This is an excerpt from Stretching Anatomy-3rd Edition by Arnold G. Nelson & Jouko J. Kokkonen.
- Sit with the right leg extended straight out in front. Bend the left knee and place the left foot flat against the right inner thigh as close as possible to the pelvic area. Place the hands on the floor next to the thighs.
- Keeping the trunk straight, bend the trunk forward from the hip joint over toward the right (straight) knee as far as possible until you start feeling a slight stretch (light pain). Keep the right knee down on the floor if possible as you bend over. Reach out with your arms toward the right foot.
- Repeat this stretch for the opposite leg.

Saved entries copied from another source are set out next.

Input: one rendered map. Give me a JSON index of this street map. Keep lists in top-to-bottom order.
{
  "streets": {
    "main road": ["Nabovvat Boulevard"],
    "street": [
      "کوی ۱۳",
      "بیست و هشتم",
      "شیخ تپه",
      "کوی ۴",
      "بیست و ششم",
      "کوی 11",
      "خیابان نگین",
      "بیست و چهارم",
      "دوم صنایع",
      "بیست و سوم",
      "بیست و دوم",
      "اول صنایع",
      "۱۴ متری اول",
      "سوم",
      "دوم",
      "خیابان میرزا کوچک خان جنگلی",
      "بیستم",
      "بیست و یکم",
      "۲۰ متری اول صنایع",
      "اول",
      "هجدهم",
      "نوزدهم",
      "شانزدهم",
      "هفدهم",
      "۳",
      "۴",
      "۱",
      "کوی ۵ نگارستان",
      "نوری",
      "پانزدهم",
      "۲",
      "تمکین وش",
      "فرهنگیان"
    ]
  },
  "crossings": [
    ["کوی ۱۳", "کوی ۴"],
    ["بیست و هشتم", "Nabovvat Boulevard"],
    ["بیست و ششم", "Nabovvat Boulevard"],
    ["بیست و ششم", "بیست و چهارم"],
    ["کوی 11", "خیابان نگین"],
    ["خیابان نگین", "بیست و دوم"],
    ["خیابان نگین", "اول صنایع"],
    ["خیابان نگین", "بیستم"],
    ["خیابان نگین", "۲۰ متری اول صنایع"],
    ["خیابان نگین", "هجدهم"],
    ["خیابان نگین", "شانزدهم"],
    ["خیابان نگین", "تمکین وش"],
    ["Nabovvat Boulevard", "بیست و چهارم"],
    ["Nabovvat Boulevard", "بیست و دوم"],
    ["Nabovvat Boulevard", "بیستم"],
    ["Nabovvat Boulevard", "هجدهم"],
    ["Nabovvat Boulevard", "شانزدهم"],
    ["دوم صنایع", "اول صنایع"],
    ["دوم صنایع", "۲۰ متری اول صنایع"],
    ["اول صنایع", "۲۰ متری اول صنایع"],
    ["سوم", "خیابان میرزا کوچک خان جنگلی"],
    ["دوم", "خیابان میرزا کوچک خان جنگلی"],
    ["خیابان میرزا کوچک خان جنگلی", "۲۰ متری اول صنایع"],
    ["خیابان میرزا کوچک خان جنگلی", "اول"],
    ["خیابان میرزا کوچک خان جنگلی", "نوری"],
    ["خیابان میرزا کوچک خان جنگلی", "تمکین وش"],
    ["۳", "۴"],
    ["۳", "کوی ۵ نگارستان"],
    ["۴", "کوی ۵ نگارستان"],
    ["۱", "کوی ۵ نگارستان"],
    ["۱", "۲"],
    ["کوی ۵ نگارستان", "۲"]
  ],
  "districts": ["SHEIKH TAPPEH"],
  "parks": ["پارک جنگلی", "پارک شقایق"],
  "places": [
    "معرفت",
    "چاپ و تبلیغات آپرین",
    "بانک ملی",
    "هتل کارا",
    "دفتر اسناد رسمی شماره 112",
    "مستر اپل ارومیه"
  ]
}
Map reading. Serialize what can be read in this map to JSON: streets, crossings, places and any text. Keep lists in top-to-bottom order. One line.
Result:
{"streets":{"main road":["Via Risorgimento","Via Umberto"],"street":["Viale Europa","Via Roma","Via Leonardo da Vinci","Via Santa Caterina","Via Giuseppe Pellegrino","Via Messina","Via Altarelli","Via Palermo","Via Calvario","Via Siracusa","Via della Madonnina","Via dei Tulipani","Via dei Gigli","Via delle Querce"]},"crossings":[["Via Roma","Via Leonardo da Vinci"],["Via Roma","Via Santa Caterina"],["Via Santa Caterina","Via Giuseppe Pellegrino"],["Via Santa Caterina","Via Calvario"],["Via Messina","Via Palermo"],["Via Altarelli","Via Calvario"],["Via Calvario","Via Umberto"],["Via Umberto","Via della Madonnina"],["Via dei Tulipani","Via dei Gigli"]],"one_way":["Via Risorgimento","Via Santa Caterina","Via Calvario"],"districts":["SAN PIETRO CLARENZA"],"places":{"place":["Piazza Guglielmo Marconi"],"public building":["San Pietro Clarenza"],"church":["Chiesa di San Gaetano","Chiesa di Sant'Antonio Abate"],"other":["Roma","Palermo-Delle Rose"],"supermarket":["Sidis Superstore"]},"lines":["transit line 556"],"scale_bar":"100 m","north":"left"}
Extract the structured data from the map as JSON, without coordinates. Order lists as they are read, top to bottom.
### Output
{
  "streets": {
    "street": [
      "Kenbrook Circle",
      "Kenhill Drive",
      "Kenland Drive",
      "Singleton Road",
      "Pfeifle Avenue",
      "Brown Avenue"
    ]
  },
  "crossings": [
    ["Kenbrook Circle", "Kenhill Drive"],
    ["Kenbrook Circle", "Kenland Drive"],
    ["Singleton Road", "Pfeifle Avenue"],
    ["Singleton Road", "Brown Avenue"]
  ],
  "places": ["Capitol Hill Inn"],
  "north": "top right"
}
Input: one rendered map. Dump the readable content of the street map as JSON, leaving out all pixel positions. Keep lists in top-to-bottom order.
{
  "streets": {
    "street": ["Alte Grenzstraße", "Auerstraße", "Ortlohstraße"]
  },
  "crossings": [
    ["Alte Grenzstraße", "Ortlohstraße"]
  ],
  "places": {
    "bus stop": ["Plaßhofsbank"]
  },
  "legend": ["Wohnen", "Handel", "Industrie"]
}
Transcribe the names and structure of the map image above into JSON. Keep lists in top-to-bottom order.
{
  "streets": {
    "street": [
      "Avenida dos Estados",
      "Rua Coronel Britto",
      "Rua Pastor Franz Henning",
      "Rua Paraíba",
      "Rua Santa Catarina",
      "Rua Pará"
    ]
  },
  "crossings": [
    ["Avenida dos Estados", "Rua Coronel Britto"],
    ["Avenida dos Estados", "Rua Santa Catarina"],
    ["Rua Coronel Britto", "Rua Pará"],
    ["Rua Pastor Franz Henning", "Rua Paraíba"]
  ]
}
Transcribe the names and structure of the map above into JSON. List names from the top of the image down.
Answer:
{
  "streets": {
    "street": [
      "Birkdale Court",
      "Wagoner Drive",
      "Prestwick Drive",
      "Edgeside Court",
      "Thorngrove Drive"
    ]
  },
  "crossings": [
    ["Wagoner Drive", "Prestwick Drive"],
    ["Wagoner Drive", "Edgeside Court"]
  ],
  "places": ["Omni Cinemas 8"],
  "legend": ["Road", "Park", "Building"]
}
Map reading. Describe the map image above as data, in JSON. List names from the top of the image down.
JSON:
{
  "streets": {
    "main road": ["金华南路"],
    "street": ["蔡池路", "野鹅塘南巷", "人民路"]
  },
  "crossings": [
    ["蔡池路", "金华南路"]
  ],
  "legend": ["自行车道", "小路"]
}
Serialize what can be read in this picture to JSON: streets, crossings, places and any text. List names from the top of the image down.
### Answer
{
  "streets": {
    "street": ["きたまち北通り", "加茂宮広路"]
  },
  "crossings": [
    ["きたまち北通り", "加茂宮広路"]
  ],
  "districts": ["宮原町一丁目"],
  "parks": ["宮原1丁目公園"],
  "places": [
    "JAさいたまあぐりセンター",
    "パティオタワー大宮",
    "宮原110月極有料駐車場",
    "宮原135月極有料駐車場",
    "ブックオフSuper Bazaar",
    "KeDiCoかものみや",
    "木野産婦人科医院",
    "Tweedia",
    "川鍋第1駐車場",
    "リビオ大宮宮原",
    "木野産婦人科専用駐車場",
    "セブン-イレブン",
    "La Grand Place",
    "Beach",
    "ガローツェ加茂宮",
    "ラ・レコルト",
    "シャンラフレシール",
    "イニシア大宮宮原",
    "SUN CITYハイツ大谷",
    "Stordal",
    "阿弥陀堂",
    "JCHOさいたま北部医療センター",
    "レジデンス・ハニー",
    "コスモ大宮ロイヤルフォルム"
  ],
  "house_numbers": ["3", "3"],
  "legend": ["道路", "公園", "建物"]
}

Most-stretched muscles on left side: Gluteus medius, gluteus minimus, piriformis, gemellus superior, gemellus inferior, obturator externus, obturator internus, quadratus femoris, erector spinae (iliocostalis, longissimus, spinalis), lower latissimus dorsi
Most-stretched muscles on right side: Hamstring (semitendinosus, semimembranosus, biceps femoris), gluteus maximus, gastrocnemius
Less-stretched muscles on the right side: Soleus, plantaris
The hip external rotator muscles are commonly neglected in stretching routines. Overuse of these muscles in activities such as basketball, soccer, and hockey can lead to soreness, tightness, and even injuries to this area. In addition, poor flexibility usually leads to lower-quality performance. Participants do a lot of stepping sideways, using a lot of these muscles whenever the hip rotates outward. Using this stretch regularly will build flexibility and strength.
Intermediate Seated Hip Extensor and External Rotator Stretch
Bending the trunk toward the left knee instead of the right knee reduces the stretch of the most-stretched muscles on the left side of the body and increases the stretch of the most-stretched muscles on the right side of the body. Sitting with the right leg extended straight out in front, bend the left knee and place the left foot flat against the right inner thigh as close as possible to the pelvic area. Bend the trunk over toward the left (bent) knee as far as possible until you start feeling a slight stretch (light pain). Repeat on the opposite leg.